The detailed private diary Samuel Pepys kept from 1660 until 1669 was first published in the 19th century, and is one of the most important primary sources for the English Restoration period. A fine copy, housed in the original blue cloth slipcase. Four maps of London in the 1660s (originally used as end-papers- here bound in at end). Pictorial title-page, two half-page illustrations, tail-piece and fifty-seven full page black & white plates. Two red morocco labels lettered in gilt, gilt board edges and turn-ins, marbled endpapers, all edges gilt. Spine with five raised bands, ornately tooled in gilt in compartments. 1950 by Riviére & Son(stamp-signed on verso of front free endpaper) in full blue polished calf, covers double-ruled in gilt, the front cover with a portrait of Samuel Pepys stamped in gilt. The result is a lively, often astonishing, diary and an unrivalled account of life in seventeenth-century London.Pepys, Samuel. All of this was set down in shorthand, to protect it from prying eyes. He records with searing frankness his tumultuous personal and professional life: the pleasures and frustrations of his marriage, together with his infidelities, his ambitions, and his power schemes. Clerk of the Acts and Secretary to the Admiralty.
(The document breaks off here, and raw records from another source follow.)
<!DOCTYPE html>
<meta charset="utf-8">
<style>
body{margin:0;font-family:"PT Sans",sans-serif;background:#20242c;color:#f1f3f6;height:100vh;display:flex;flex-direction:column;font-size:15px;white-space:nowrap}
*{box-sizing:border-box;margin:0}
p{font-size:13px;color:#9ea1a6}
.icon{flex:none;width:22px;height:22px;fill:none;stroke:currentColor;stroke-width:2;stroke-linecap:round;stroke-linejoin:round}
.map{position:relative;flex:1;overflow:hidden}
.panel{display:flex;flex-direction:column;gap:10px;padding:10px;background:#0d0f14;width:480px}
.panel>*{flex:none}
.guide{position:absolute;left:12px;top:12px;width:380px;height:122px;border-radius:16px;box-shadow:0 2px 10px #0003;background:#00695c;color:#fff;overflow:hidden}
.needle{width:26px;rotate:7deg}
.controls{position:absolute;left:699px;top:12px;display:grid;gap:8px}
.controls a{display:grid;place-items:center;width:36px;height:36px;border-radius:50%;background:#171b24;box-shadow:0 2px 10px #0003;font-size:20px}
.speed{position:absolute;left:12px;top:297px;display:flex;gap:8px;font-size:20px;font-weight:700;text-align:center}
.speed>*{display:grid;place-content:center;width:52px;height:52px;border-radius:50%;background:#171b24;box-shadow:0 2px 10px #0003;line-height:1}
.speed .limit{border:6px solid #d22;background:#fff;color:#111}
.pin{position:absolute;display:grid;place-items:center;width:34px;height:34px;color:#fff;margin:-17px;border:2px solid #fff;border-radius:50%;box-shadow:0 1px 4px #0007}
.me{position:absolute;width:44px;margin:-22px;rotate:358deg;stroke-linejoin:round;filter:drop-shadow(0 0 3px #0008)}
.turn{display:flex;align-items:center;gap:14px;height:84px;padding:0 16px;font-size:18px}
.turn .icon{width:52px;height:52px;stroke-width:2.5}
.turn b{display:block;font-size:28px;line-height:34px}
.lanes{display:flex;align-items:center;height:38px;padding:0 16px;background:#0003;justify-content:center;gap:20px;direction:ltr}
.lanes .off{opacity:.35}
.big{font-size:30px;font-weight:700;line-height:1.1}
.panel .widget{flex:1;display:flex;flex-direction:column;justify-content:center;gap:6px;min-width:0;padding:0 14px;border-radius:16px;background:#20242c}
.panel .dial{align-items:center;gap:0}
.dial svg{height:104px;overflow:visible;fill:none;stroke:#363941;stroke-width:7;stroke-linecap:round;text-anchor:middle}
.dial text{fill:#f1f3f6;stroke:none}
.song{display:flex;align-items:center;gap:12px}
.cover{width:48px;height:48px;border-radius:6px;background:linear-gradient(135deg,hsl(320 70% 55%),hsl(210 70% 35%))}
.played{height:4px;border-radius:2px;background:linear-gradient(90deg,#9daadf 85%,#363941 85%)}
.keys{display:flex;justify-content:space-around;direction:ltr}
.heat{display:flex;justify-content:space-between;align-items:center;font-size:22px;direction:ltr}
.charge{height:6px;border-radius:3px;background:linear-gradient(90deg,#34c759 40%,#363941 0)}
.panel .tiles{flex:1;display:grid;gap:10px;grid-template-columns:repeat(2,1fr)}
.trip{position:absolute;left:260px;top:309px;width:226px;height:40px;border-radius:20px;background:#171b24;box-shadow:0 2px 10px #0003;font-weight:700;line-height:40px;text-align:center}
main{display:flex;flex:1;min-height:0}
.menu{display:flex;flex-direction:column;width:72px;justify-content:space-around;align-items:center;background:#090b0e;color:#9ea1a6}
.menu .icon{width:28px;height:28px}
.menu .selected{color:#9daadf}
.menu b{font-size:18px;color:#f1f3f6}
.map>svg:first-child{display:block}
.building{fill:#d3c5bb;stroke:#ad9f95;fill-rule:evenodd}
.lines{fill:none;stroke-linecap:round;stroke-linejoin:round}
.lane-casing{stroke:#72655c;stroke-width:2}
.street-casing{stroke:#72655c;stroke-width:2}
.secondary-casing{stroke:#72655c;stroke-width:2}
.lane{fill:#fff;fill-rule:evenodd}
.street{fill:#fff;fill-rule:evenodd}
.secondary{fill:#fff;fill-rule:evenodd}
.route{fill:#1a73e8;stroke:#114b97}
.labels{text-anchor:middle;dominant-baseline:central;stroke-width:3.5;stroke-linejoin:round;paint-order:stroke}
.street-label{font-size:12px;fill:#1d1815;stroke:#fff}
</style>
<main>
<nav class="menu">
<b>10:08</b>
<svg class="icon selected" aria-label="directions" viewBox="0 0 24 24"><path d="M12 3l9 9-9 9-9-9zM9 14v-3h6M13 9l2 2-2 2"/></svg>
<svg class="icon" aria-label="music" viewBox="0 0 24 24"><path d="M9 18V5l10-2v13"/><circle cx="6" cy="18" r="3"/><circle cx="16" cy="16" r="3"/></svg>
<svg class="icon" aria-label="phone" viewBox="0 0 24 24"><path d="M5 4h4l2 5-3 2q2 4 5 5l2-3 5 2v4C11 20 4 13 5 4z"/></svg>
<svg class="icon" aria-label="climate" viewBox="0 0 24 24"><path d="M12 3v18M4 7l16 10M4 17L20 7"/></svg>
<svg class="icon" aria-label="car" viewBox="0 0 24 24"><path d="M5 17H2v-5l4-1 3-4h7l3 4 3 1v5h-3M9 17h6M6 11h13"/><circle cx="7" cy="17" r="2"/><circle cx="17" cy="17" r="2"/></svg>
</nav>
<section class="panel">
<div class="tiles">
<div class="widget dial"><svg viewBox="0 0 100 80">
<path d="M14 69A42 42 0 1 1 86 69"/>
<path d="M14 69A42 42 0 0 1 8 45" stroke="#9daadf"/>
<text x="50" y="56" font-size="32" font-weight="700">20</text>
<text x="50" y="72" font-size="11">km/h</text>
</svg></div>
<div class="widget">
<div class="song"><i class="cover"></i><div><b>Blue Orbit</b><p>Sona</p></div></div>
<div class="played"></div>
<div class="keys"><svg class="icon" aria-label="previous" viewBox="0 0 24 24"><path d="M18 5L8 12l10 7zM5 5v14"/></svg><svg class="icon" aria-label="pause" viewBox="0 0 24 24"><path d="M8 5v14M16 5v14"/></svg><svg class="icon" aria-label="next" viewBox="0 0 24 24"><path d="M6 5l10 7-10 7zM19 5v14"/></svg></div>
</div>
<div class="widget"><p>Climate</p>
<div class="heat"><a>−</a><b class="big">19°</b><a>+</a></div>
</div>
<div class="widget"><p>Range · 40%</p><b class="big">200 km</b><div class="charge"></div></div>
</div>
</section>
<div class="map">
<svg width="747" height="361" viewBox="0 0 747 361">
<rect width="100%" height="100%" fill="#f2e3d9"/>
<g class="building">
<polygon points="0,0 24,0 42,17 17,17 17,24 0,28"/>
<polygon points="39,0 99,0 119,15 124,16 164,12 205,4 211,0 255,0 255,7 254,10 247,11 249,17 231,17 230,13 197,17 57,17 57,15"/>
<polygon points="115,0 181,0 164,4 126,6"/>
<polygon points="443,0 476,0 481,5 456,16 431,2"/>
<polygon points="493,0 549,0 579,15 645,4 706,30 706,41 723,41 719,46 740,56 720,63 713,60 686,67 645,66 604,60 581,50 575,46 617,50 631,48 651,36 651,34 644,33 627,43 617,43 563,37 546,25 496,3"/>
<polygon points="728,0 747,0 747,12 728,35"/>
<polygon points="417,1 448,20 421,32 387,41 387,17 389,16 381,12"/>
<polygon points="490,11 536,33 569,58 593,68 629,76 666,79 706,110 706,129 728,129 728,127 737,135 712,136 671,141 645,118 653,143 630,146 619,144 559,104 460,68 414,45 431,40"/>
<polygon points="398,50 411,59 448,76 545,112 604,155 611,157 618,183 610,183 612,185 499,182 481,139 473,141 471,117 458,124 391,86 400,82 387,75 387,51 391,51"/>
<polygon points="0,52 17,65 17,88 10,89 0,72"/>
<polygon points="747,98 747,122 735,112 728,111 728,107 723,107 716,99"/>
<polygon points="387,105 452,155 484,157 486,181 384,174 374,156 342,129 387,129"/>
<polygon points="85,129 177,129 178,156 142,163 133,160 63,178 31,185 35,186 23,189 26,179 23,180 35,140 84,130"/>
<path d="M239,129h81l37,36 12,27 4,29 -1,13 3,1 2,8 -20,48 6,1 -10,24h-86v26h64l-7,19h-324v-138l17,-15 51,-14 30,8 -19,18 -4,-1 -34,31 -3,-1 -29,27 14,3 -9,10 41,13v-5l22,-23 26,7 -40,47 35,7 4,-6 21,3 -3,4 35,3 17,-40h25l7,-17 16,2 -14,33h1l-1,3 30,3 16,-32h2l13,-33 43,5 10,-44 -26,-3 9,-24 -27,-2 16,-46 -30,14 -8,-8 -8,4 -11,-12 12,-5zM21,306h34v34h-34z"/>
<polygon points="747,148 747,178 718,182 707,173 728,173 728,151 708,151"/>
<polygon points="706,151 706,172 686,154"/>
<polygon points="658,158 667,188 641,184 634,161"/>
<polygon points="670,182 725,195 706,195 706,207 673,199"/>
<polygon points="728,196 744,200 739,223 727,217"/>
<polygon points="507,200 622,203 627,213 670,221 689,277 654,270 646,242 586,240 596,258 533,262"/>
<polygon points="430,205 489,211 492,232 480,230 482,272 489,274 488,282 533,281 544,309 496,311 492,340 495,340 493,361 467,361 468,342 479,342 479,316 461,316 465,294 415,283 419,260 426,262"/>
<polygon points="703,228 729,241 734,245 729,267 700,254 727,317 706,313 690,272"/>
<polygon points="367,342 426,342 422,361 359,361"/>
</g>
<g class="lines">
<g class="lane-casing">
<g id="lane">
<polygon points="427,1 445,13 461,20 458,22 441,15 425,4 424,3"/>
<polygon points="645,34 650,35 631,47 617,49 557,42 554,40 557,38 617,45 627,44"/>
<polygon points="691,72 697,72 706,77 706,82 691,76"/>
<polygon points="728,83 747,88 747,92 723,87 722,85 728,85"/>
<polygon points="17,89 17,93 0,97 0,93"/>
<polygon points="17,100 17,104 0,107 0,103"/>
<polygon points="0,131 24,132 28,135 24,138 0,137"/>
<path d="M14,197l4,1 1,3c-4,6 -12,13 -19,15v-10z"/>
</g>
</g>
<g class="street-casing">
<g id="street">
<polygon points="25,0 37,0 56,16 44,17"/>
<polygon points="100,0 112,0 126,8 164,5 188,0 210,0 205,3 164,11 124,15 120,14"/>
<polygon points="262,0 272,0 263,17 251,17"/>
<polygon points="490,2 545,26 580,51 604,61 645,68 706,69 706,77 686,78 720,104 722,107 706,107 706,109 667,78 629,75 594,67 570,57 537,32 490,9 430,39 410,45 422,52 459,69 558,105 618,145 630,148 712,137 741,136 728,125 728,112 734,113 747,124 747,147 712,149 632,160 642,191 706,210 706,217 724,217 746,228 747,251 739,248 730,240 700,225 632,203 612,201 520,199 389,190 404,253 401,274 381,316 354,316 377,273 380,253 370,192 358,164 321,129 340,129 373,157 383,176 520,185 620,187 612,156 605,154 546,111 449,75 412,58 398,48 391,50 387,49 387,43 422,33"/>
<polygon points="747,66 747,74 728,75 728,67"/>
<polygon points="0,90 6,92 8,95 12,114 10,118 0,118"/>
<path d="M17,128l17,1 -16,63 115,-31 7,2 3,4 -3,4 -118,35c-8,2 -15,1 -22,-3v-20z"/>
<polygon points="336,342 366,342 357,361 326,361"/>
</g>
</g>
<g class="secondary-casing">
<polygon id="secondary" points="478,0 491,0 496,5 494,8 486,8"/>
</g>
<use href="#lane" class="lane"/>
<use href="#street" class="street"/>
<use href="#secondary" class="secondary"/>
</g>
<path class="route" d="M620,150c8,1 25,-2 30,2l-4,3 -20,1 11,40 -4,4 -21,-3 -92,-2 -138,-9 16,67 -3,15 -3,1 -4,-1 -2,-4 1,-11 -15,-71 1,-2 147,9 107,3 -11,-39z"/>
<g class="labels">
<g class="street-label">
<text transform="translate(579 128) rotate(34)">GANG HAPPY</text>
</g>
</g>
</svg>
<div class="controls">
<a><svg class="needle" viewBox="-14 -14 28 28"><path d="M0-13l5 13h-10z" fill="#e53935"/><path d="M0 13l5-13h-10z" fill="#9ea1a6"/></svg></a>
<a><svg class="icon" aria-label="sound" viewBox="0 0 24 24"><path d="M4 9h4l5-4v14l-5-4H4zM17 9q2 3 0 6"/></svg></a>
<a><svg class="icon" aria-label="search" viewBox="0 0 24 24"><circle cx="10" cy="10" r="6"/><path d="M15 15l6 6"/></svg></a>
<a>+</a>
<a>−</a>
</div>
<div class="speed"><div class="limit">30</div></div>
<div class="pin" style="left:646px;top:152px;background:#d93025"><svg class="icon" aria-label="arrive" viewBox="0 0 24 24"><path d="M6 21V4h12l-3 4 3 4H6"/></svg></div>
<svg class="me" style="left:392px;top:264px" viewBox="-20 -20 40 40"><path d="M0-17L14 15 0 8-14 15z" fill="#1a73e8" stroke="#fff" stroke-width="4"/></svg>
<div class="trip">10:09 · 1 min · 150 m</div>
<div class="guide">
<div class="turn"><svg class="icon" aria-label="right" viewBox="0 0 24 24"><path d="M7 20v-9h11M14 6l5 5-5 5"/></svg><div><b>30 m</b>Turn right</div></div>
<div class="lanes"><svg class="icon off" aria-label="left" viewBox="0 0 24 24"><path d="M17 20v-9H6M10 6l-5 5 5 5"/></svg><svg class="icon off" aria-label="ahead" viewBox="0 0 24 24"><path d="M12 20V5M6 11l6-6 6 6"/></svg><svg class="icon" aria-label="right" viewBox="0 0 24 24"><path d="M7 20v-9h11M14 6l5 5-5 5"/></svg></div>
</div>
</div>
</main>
While Pepys was keen to hear the King's views, he was also ready to talk with a soldier, a housekeeper, or a child rag-picker. Pepys's diary gives vivid descriptions of spectacular events, but much of the richness of the diary lies in the details it provides about the minor dramas of daily life. He became eyewitness to some of the most significant events in seventeenth-century English history, among them, the Restoration of the monarchy in 1660 (he was in the ship that brought back Charles II from exile), the plague that ravaged the capital in 1665, and the Great Fire of 1666, described with poetry and horror. When Pepys is forced to flee his own home, the material possessions he chooses to save are more unusual, burying his wine and parmesan cheese in his garden to. Over the next nine years as he kept his journal, he rose to be a powerful naval administrator. When Samuel Pepys (1633–1703) began writing in 1660 he was a young clerk living in London, struggling to pay his rent.